Mapfumo: Well, well, well, when people have had enough and people are saying enough is enough. They tried to go for elections and those elections are being rigged in the name of Zanu PF. Zanu PF does not want to be associated with election monitors from other good countries like America, England, German and France. They are trying to keep power to themselves and yet there are people out there who have young ideas for the country...they are being denied the access to do so because of Zanu PF. They think they were in Maputo they fought for the struggle. EVERYONE fought in the struggle. Every one of us suffered during this struggle and no one can ever claim that they were the victors of this war. We all came out the victors.
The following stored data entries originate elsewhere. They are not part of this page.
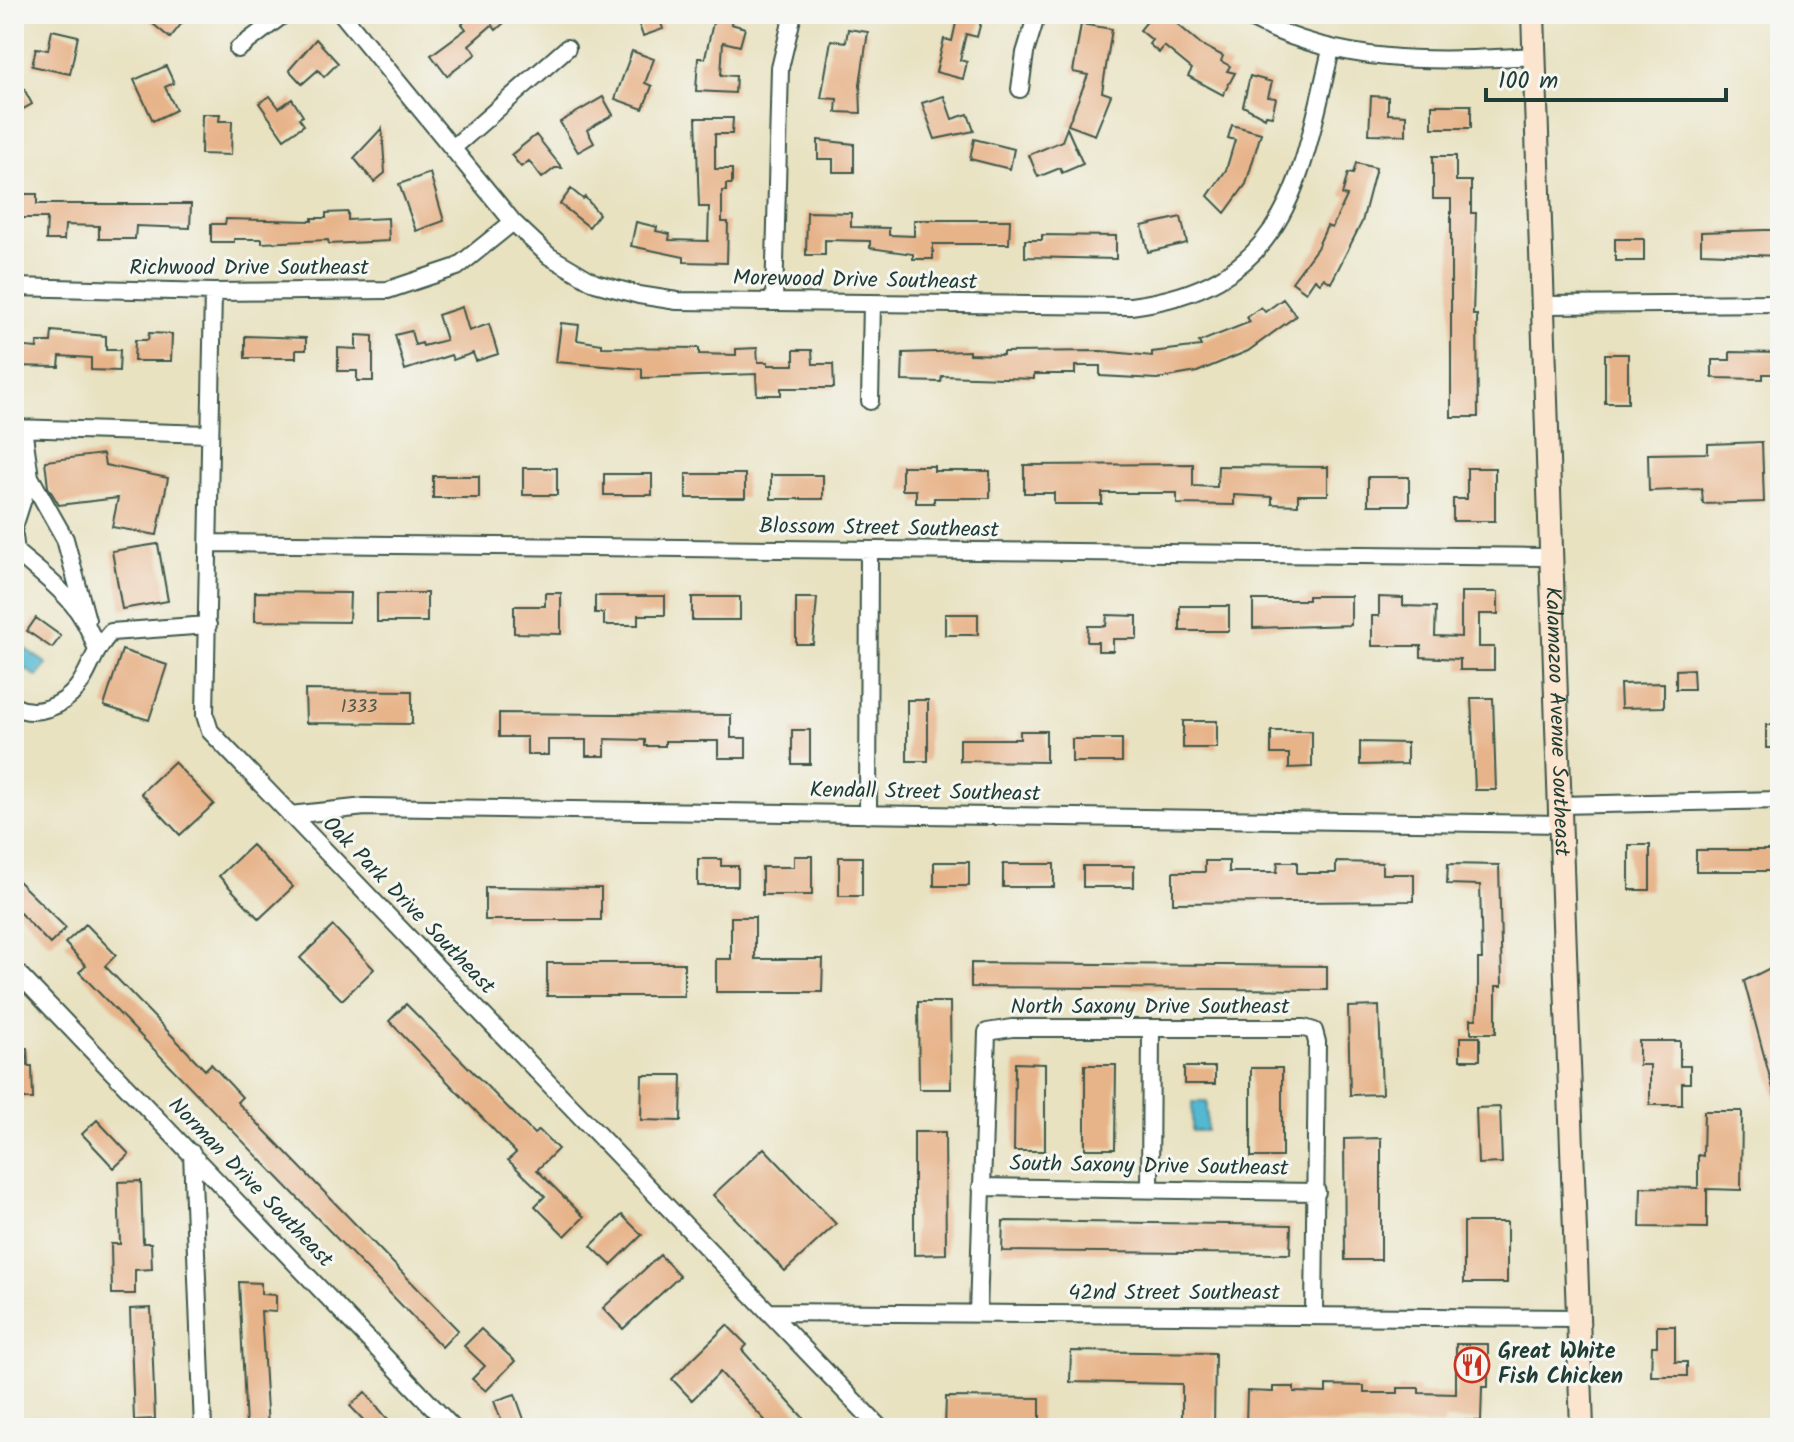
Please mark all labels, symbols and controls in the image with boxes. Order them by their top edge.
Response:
scale bar [1486,52,1726,102]
text: 100 m [1498,62,1558,101]
street label: Richwood Drive Southeast [129,251,369,286]
street label: Morewood Drive Southeast [733,261,978,301]
street label: Blossom Street Southeast [759,509,1000,549]
street label: Kalamazoo Avenue Southeast [1534,586,1579,858]
house number: 1333 [341,693,377,722]
street label: Kendall Street Southeast [809,773,1041,813]
street label: Oak Park Drive Southeast [313,809,503,1004]
street label: North Saxony Drive Southeast [1011,990,1290,1025]
street label: Norman Drive Southeast [159,1090,341,1277]
street label: South Saxony Drive Southeast [1009,1147,1289,1187]
street label: 42nd Street Southeast [1068,1276,1280,1311]
place label: Great White Fish Chicken [1498,1335,1623,1395]
restaurant icon: Great White Fish Chicken [1453,1346,1491,1384]

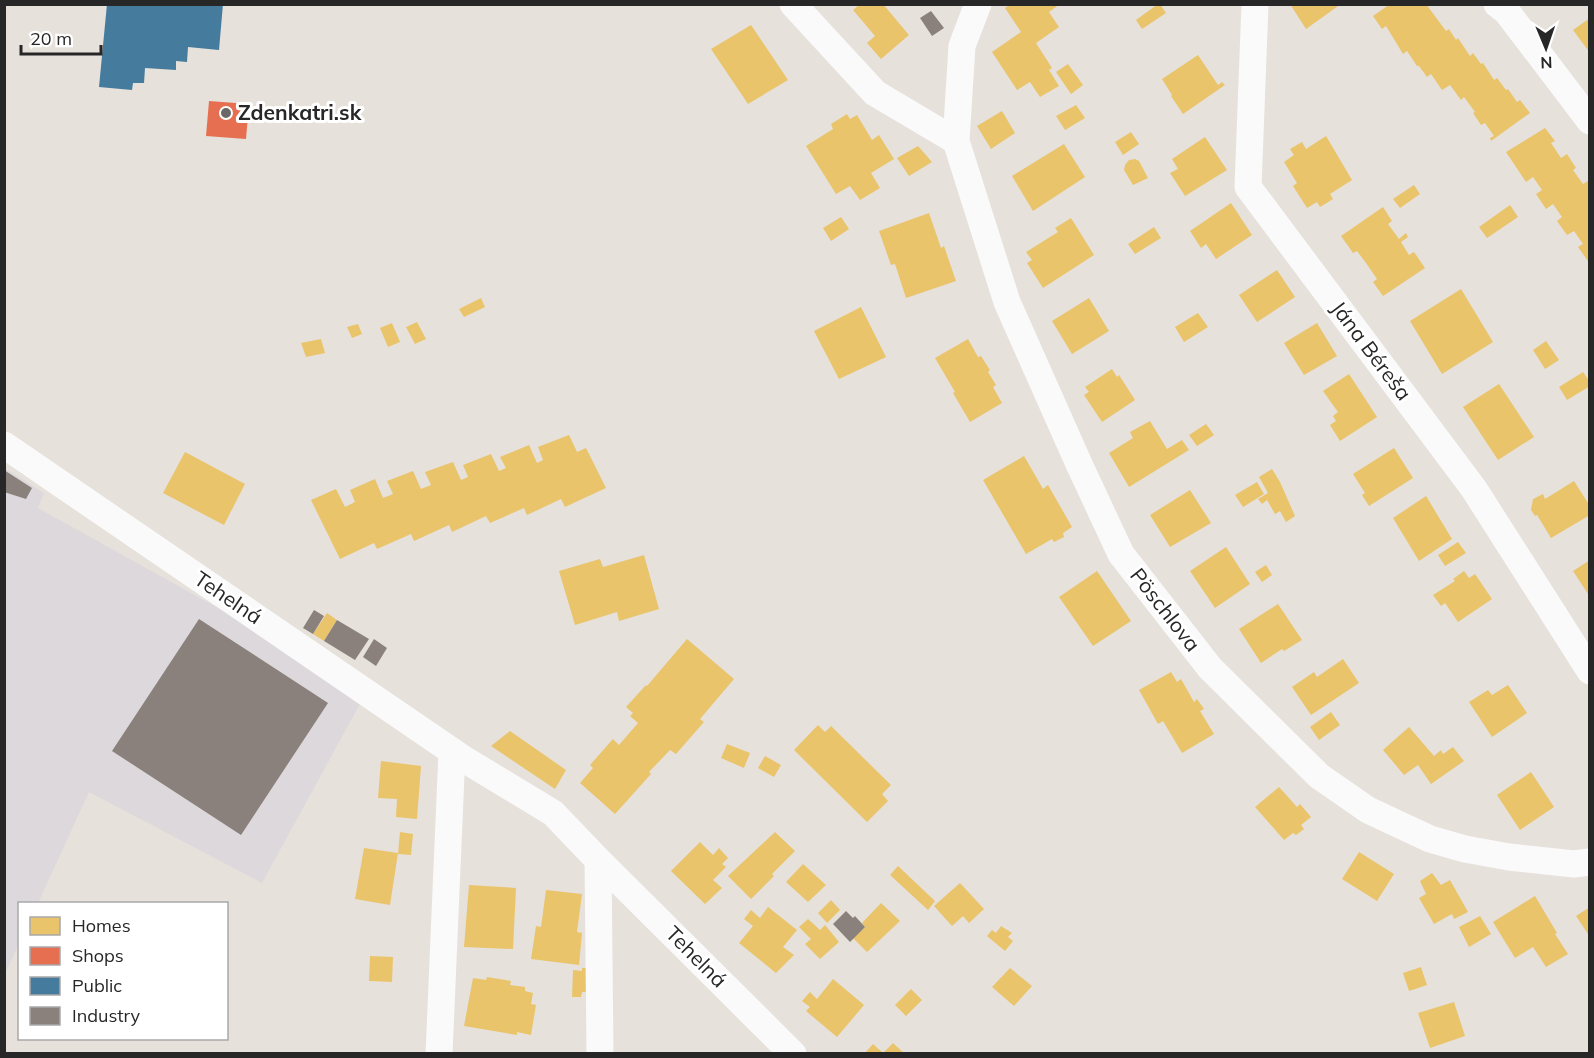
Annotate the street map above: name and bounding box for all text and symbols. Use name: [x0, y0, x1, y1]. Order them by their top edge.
scale bar: [21, 18, 100, 56]
north arrow: [1516, 18, 1576, 78]
text: 20 m: [30, 27, 72, 50]
text: N: [1540, 53, 1553, 73]
place label: Zdenkatri.sk: [238, 99, 362, 125]
marker: Zdenkatri.sk: [219, 106, 233, 120]
street label: Jána Béreša: [1326, 296, 1418, 405]
street label: Pöschlova: [1125, 562, 1206, 656]
street label: Tehelná: [190, 565, 267, 629]
legend: [18, 902, 228, 1040]
text: Homes: [72, 914, 131, 937]
street label: Tehelná: [661, 920, 733, 992]
text: Shops: [72, 944, 124, 967]
text: Public: [72, 974, 122, 997]
text: Industry: [72, 1004, 141, 1027]

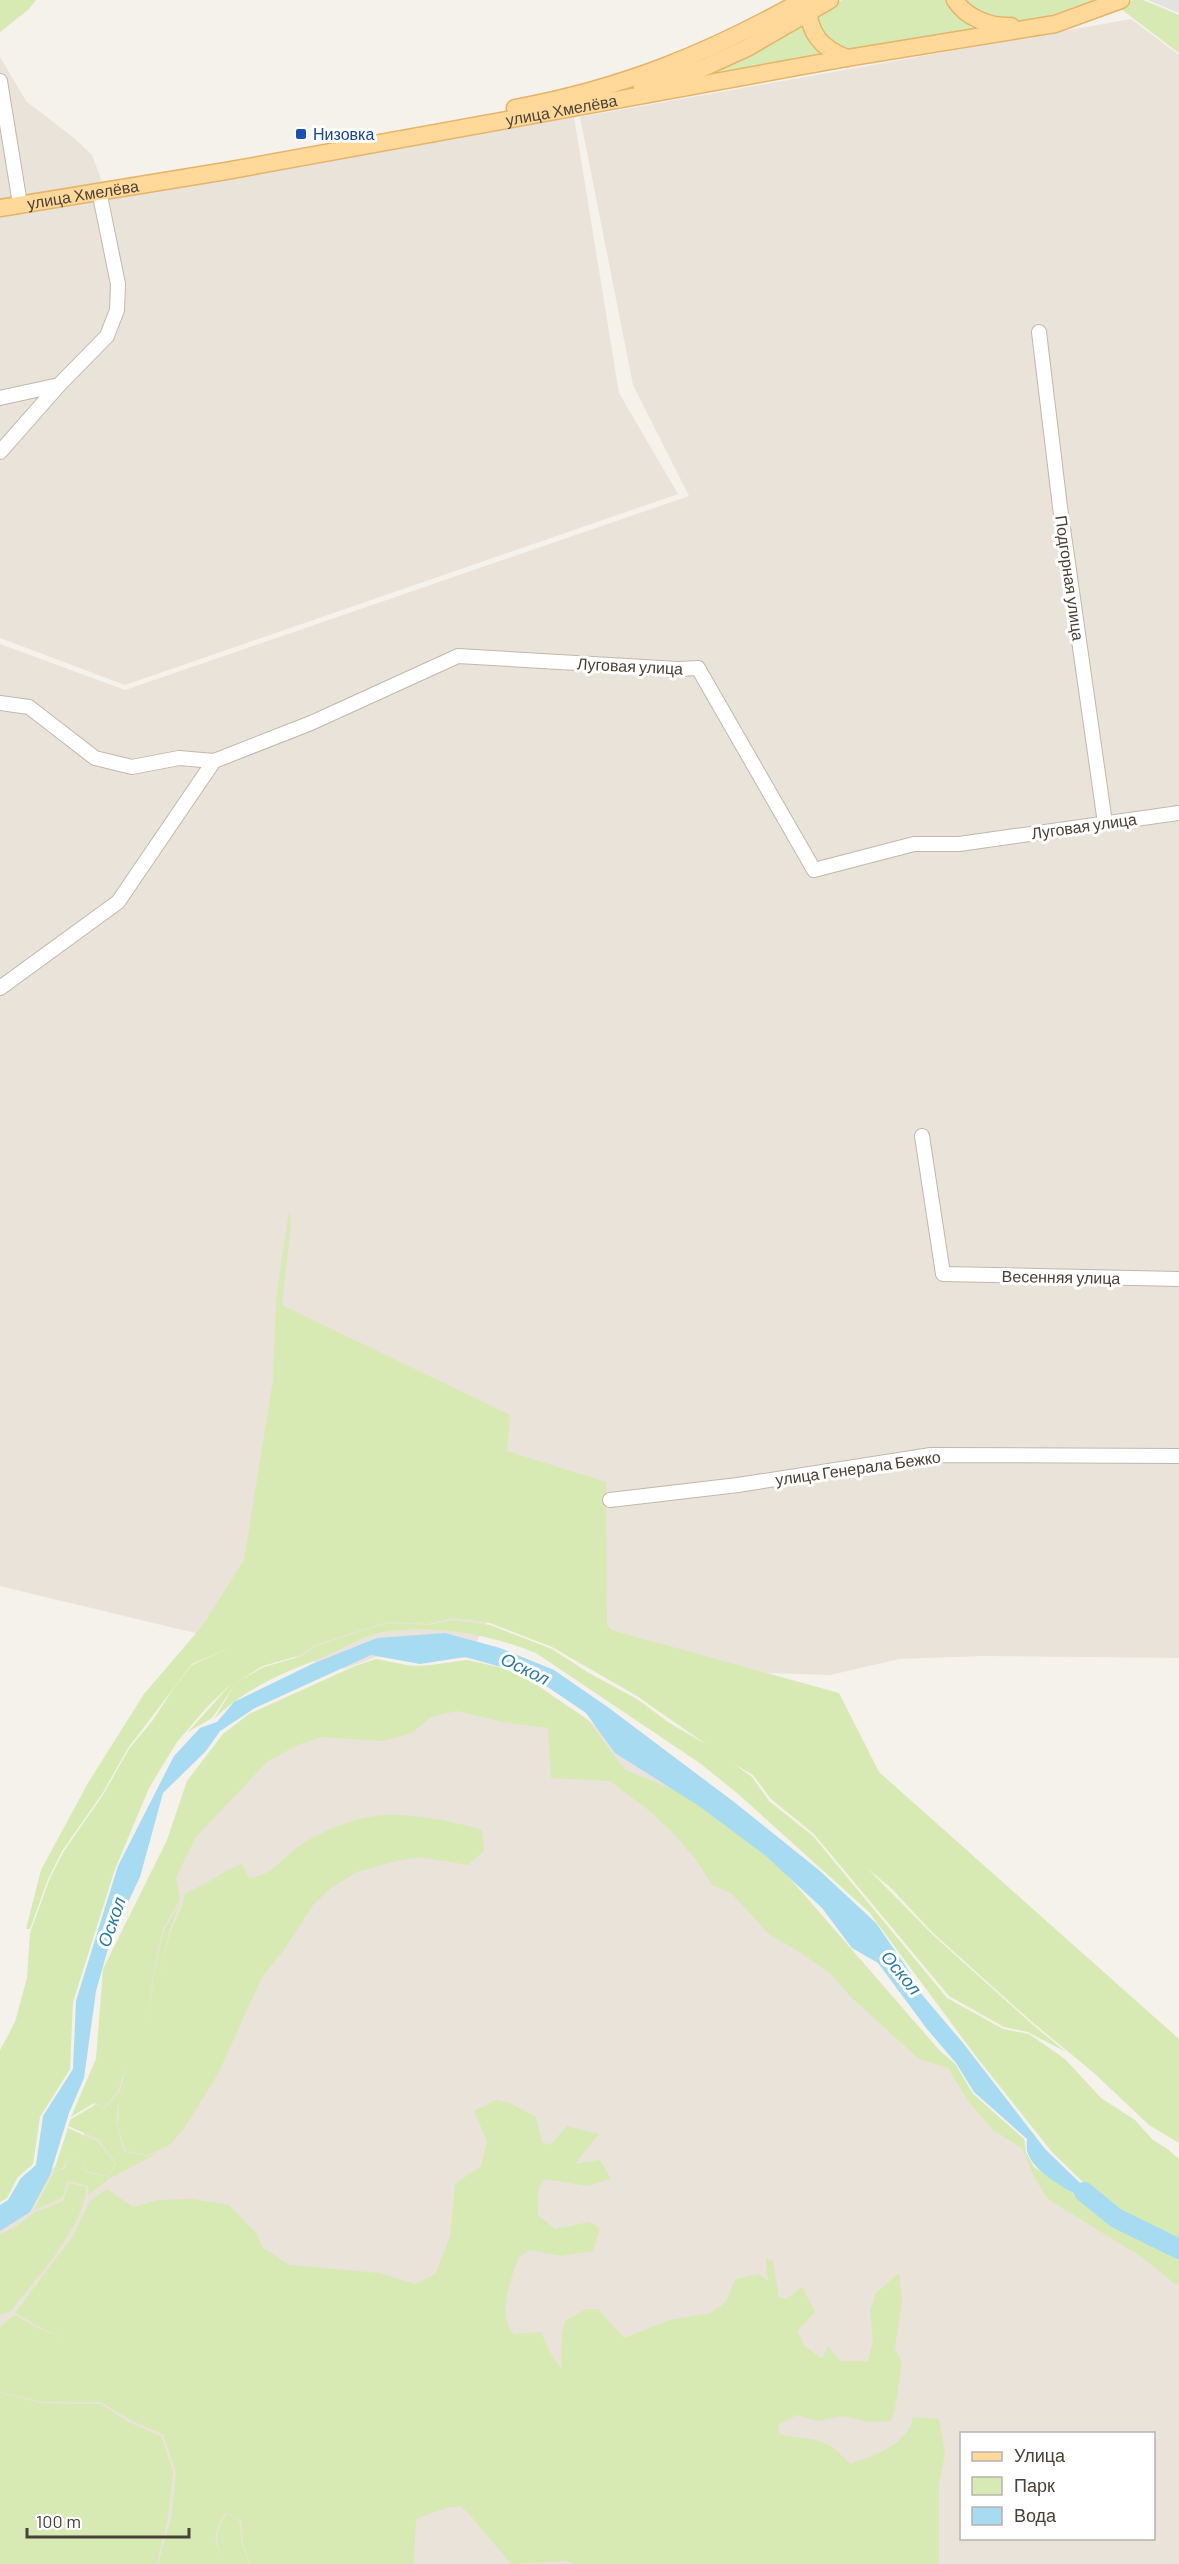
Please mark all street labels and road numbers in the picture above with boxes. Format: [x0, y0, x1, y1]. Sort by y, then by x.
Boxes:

Violet: But do you still believe that a coup would be the only way of solving the crisis in the country?
Mapfumo: Ye, well if the people have had enough and there is no other way to free themselves what do you think people should do? They cannot wait any longer. They cannot go on and on forever living in this state. Like we are talking today of Simon Chimbetu who is dead. Why is he dead? Because that country doesn’t have medication for our people. If you fall sick you can just die from any disease that could be cured. But just because there are no doctors, there is no medication; people are just dying like flies today. Who should we point our fingers to? To the State. They are killing the people by the way they are running the country.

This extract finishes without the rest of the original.